» **Problem to solve**
If a line includes "stream", copy it out of the entries.
════
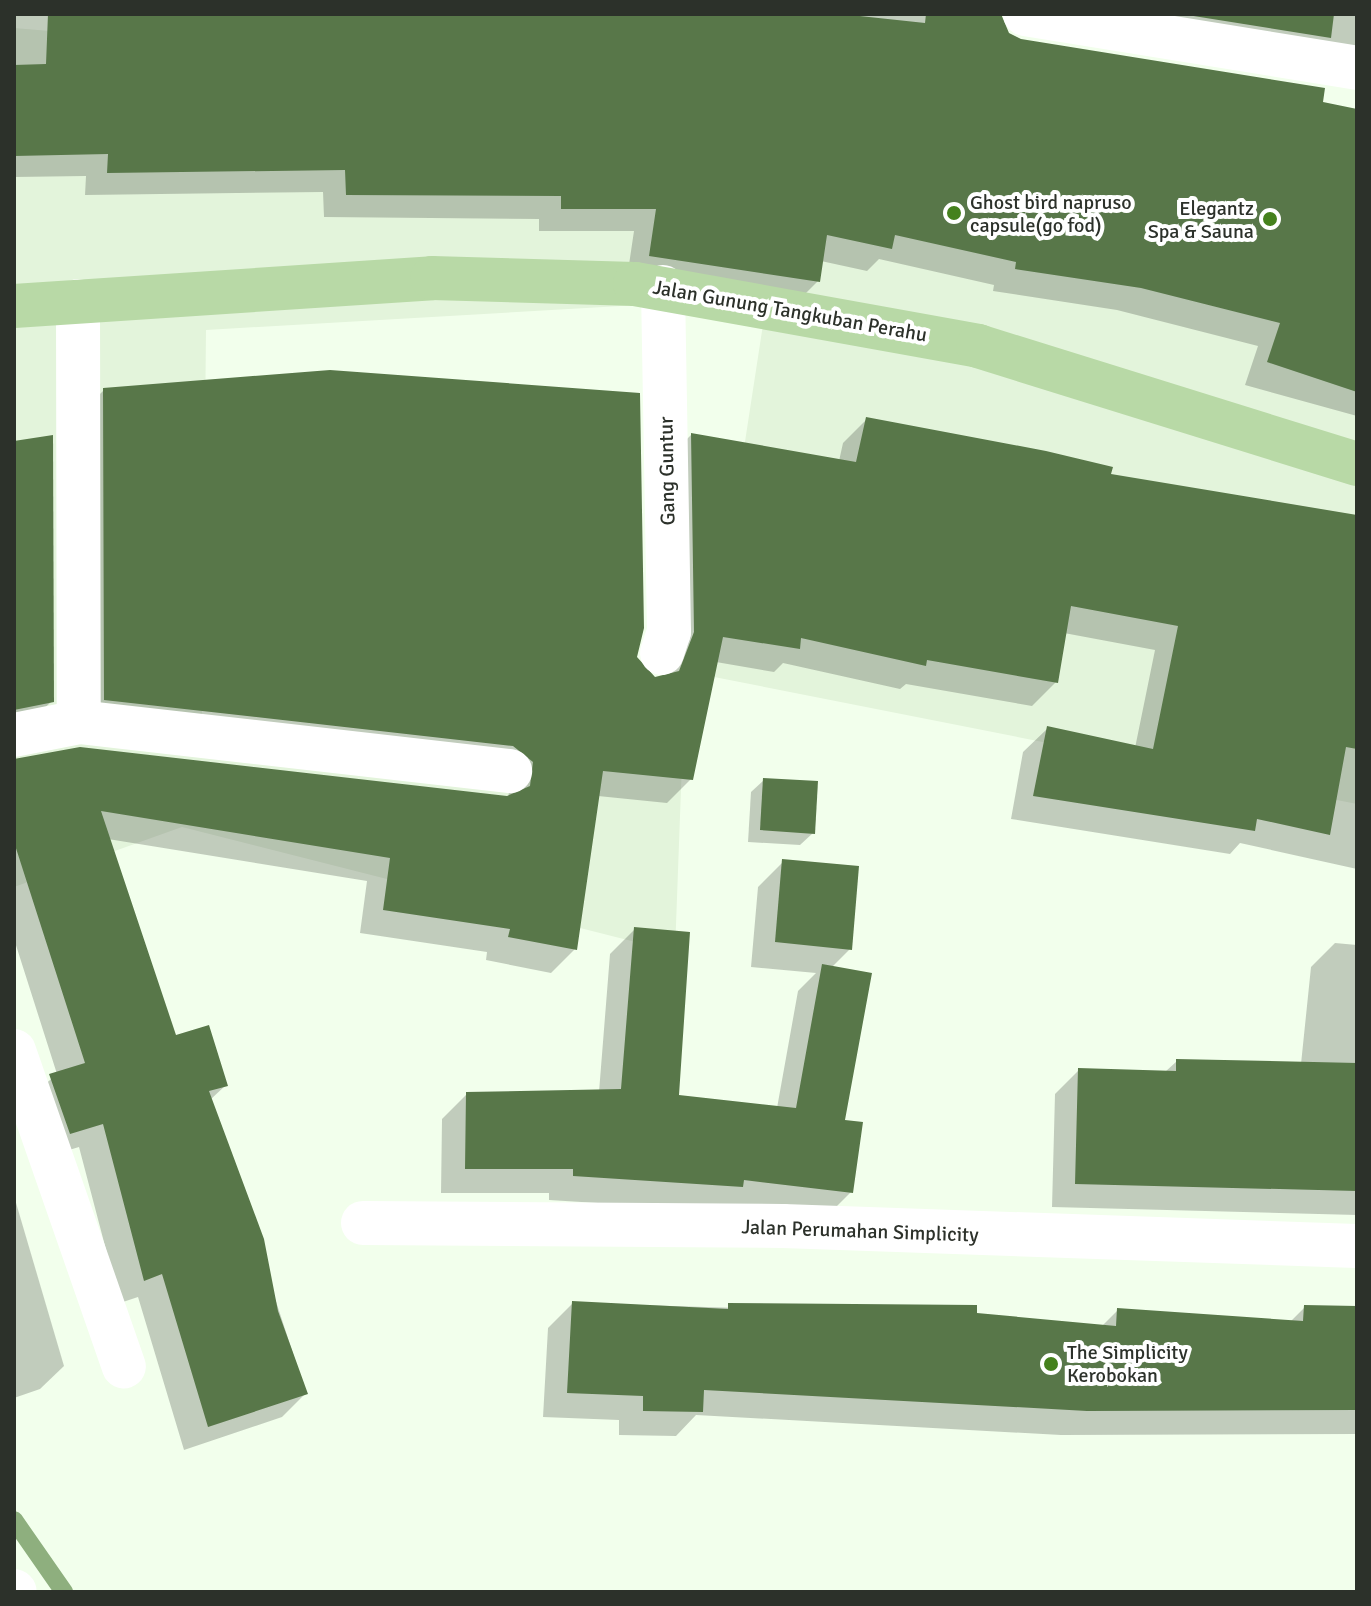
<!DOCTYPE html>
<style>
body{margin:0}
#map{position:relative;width:1371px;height:1606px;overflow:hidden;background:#f2ffec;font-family:Signika,sans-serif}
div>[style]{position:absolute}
.built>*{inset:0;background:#e3f4db}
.shadow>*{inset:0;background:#0003}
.stream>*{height:18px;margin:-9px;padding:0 9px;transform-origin:9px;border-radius:9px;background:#8eaf7e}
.building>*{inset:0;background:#587749}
.minor>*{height:44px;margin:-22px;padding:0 22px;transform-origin:22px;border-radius:22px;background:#fff}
.major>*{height:44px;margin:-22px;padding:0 22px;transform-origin:22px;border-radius:22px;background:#b8d9a6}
.dots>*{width:22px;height:22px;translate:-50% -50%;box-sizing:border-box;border:4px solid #fff;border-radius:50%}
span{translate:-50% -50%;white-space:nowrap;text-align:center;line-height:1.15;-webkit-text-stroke:8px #fff;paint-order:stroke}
.poi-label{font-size:20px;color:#2c312a}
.left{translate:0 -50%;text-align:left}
.right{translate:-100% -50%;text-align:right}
.street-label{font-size:20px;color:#2c312a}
.frame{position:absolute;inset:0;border:16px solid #2c312a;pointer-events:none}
</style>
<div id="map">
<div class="built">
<div style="clip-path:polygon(14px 28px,686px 84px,1357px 239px,1357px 804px,709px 676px,764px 318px,673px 303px,206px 330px,202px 731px,682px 762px,675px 952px,182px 827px,14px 887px)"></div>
</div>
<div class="shadow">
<div style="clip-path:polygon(14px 14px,999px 14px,1007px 34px,1020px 41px,1357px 111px,1357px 416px,1245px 385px,1258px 346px,1117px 310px,993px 291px,994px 285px,879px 259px,867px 271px,821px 261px,818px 281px,795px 304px,627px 278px,634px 231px,539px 231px,539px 219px,324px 217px,323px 192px,85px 195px,86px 176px,14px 177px)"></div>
<div style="clip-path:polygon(1021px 14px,1357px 14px,1357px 55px)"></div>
<div style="clip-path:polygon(330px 372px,638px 395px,635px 658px,654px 679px,664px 677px,671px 657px,668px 458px,691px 435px,839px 461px,843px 443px,867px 419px,1109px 475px,1357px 550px,1357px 869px,1240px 843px,1230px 854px,1011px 819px,1023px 752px,1047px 729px,1135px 748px,1155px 650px,1064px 633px,1056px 682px,1032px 706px,906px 684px,900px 689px,783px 663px,774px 672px,716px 662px,691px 779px,667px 803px,598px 796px,575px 949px,551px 973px,486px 960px,487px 952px,360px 933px,367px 881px,108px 839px,175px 1038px,226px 1085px,210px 1100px,306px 1393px,282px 1417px,184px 1450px,138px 1297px,120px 1303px,79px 1147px,46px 1157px,27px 1100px,57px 1074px,14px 939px,14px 794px,508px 798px,510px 786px,81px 722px,80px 414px,104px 390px)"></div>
<div style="clip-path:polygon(14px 443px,52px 701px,14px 737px)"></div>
<div style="clip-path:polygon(764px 780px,813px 833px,800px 845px,748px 842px,751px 792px)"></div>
<div style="clip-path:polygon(783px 862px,850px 949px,831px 968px,851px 1192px,826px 1217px,549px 1200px,549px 1193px,441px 1193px,442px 1119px,467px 1094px,599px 1092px,610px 954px,635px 929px,677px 1097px,777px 1108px,798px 991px,816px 973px,751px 967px,758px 887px)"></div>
<div style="clip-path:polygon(1335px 943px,1357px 945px,1357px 1215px,1052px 1207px,1055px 1094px,1079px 1070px,1165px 1072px,1177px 1061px,1301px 1064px,1311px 967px)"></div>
<div style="clip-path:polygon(14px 1196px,64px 1366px,40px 1389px,14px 1398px)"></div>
<div style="clip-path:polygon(573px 1303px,975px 1315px,1101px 1327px,1118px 1310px,1290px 1322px,1304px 1308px,1357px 1309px,1357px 1434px,1061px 1435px,696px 1415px,676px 1436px,619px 1435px,619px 1420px,543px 1417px,548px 1328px)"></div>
</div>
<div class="stream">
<div style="left:14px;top:1520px;width:88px;rotate:55.2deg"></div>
</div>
<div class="building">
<div style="clip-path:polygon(48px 14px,841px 14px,925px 23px,926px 14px,1001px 14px,1009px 33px,1021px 39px,1325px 88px,1323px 102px,1357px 109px,1357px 392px,1267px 362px,1280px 323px,1141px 288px,1015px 269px,1016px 262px,895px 235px,892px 249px,827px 235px,820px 282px,649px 256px,656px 209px,561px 209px,561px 196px,346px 195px,345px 170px,107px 173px,108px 154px,14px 156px,14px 65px,46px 64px)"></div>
<div style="clip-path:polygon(1181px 14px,1334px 14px,1331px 38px)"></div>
<div style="clip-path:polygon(330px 370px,640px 393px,644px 628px,637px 657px,655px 677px,679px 671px,694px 632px,691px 433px,856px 462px,866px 417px,1046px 451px,1113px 467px,1111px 474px,1357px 515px,1357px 749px,1346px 747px,1330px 835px,1257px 819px,1255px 831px,1033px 796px,1047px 726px,1153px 749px,1178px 626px,1071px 606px,1058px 683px,927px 660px,926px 666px,801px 638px,800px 649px,723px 637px,693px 780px,603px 771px,577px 950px,508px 937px,510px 929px,383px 910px,390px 858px,101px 811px,176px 1035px,209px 1025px,228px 1086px,209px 1091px,264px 1239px,278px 1311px,308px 1394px,208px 1427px,162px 1274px,144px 1281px,103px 1124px,70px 1134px,49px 1074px,85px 1063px,14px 842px,14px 759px,80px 747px,507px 796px,530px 786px,533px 762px,513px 746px,104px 700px,103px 388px)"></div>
<div style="clip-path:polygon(53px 435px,54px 702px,14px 710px,14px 441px)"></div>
<div style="clip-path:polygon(763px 778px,818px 781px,815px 834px,760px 830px)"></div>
<div style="clip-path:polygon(782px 859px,859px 866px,852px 950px,775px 942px)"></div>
<div style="clip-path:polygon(634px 927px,690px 932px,679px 1095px,796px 1108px,822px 964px,872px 973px,845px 1120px,863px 1122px,853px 1193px,744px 1180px,743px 1187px,573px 1176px,573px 1169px,465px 1169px,466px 1092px,621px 1089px)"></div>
<div style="clip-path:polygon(1176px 1059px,1357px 1063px,1357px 1191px,1075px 1184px,1078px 1068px,1176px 1071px)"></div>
<div style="clip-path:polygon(572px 1301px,728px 1309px,728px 1303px,977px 1305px,977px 1313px,1116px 1326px,1117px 1308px,1303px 1321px,1304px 1305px,1357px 1306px,1357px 1410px,1087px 1411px,704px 1390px,703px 1412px,643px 1411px,643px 1396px,567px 1393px)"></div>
</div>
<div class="minor">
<div style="left:1025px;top:14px;width:336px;rotate:9.2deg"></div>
<div style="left:78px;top:301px;width:421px;rotate:89.9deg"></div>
<div style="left:662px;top:653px;width:22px;rotate:-72deg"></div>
<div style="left:669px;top:632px;width:345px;rotate:-91deg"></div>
<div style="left:14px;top:735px;width:66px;rotate:-11.3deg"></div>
<div style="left:79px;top:722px;width:434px;rotate:6.5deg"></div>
<div style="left:14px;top:1051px;width:334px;rotate:70.8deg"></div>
<div style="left:363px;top:1223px;width:420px;rotate:0.4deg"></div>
<div style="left:783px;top:1226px;width:574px;rotate:2deg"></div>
<div style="left:14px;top:1591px;width:1px;rotate:45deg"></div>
</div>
<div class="major">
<div style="left:14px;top:306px;width:419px;rotate:-3.8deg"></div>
<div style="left:432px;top:278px;width:203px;rotate:1.7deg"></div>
<div style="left:635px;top:284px;width:349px;rotate:10.2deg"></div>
<div style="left:978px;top:346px;width:397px;rotate:17.3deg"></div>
</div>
<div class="dots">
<div style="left:954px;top:213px;background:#45811d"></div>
<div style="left:1270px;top:219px;background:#45811d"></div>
<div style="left:1051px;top:1364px;background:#45811d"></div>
</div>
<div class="poi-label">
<span class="left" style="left:970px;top:214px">Ghost bird napruso<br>capsule(go fod)</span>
<span class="right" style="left:1254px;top:220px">Elegantz<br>Spa &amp; Sauna</span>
<span class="left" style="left:1067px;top:1364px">The Simplicity<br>Kerobokan</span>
</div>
<div class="street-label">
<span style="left:790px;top:311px;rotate:10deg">Jalan Gunung Tangkuban Perahu</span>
<span style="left:667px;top:471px;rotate:-91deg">Gang Guntur</span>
<span style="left:860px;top:1231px;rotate:2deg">Jalan Perumahan Simplicity</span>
</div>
<div class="frame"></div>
</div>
════
» **Exercise output**
.stream>*{height:18px;margin:-9px;padding:0 9px;transform-origin:9px;border-radius:9px;background:#8eaf7e}
<div class="stream">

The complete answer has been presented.